In terms of financial security and comfortable living, he could have done much better had he chosen to purely chant comforting Buddhist mantras and churn out New Age collections catering to a select elite clientele. However, he has remained true to his roots, writing music to reflect his lived experience and cultural background. Choegyal’s singing emerges from deep within his exiled self, with a voice that is simultaneously haunting and comforting, devastating yet enthralling.

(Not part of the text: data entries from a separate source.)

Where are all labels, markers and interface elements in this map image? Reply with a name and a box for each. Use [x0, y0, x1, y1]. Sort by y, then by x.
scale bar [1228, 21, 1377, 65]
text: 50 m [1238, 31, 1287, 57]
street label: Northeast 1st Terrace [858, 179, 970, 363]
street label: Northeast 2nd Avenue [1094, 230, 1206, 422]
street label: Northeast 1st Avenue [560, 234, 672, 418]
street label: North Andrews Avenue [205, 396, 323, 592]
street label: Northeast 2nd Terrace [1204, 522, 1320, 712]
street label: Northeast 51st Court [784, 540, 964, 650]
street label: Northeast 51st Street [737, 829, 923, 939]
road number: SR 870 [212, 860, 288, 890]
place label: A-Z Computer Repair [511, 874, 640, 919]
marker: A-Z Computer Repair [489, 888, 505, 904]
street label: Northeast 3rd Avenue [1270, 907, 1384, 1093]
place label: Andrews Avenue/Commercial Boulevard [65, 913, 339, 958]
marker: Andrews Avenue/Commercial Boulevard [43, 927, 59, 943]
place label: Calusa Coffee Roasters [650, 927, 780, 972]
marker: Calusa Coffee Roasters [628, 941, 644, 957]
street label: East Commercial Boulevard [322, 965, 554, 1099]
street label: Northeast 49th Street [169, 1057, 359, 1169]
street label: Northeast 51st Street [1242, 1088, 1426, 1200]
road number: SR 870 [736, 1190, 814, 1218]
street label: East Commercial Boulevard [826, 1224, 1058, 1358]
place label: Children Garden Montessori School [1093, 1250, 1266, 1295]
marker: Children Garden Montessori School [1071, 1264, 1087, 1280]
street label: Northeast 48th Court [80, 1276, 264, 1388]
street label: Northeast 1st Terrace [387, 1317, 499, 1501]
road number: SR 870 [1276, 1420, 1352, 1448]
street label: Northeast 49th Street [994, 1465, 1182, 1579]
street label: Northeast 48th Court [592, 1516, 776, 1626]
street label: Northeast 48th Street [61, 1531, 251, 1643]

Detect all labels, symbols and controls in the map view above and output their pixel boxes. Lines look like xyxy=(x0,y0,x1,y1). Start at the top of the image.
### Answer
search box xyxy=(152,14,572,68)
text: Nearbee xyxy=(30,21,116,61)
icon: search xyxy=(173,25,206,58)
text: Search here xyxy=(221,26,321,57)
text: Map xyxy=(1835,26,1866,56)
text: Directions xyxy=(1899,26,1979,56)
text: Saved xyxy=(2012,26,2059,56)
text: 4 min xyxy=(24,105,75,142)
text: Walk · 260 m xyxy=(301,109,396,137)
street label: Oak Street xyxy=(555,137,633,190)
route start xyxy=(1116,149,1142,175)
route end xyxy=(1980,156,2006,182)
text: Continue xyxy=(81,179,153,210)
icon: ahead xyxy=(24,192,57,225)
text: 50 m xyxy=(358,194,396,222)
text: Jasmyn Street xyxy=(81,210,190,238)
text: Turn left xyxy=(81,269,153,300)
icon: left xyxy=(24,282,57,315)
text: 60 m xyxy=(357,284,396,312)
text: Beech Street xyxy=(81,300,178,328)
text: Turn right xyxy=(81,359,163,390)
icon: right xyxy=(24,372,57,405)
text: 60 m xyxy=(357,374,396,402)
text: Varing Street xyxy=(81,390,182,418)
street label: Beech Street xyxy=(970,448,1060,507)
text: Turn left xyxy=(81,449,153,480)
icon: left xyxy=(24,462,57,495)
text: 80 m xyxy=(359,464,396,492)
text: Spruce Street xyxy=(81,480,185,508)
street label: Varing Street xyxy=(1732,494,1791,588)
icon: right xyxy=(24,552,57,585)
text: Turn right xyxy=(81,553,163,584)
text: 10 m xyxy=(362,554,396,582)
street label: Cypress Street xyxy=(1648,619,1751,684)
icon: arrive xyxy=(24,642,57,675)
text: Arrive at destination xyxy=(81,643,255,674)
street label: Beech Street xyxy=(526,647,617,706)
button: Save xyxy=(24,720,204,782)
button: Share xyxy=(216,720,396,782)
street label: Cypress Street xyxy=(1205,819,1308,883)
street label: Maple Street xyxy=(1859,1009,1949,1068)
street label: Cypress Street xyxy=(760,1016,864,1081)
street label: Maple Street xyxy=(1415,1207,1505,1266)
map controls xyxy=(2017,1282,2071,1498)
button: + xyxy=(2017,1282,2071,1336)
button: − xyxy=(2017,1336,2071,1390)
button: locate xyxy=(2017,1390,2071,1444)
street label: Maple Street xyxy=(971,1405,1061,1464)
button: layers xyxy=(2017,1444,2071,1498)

My favourite track from Whispering Sky is Keyma The Roof is Leaking, which is a collaborative work with Linsey Pollak, an innovative Australian musician, instrument maker and composer. Linsey’s soundscape and whale calls, according to Choegyal inspires in us “a closer connection with our natural world”. This deeply moving song transports me beneath the blue ocean and lifts me to the summit of snow mountains.
If you need a respite from social media overload and loud, vapid pop music, Whispering Sky is a appealing alternative.
The author is a poet, writer and co-founder of TibetWrites, a Tibetan writers’ circle that publishes and promotes the creative work of Tibetans. He is the author of four books, including Yak Horns: Notes on Contemporary Tibetan Writing, Music, Film & Politics and Songs of the Arrow. He lives in Dharamshala, a small town in northern India.
4 Responses
His art is his unique expression, and great in his own way. Incomparable, to any other artists, Tibetans or otherwise. Incomparable because, there is no need for a comparison; every sincere artist is unique in his/her own way, and therefore great, provided that you relate or connect to his expression, be it his music, appearance, instrument, story, etc. This greatness need not have to do with littleness of some other artist.
I find his wordless Tibetan anthem moving, people forget that Tibet is under the boot of the Chinese Leviathan, if people believe that China will be different from the last empire think again.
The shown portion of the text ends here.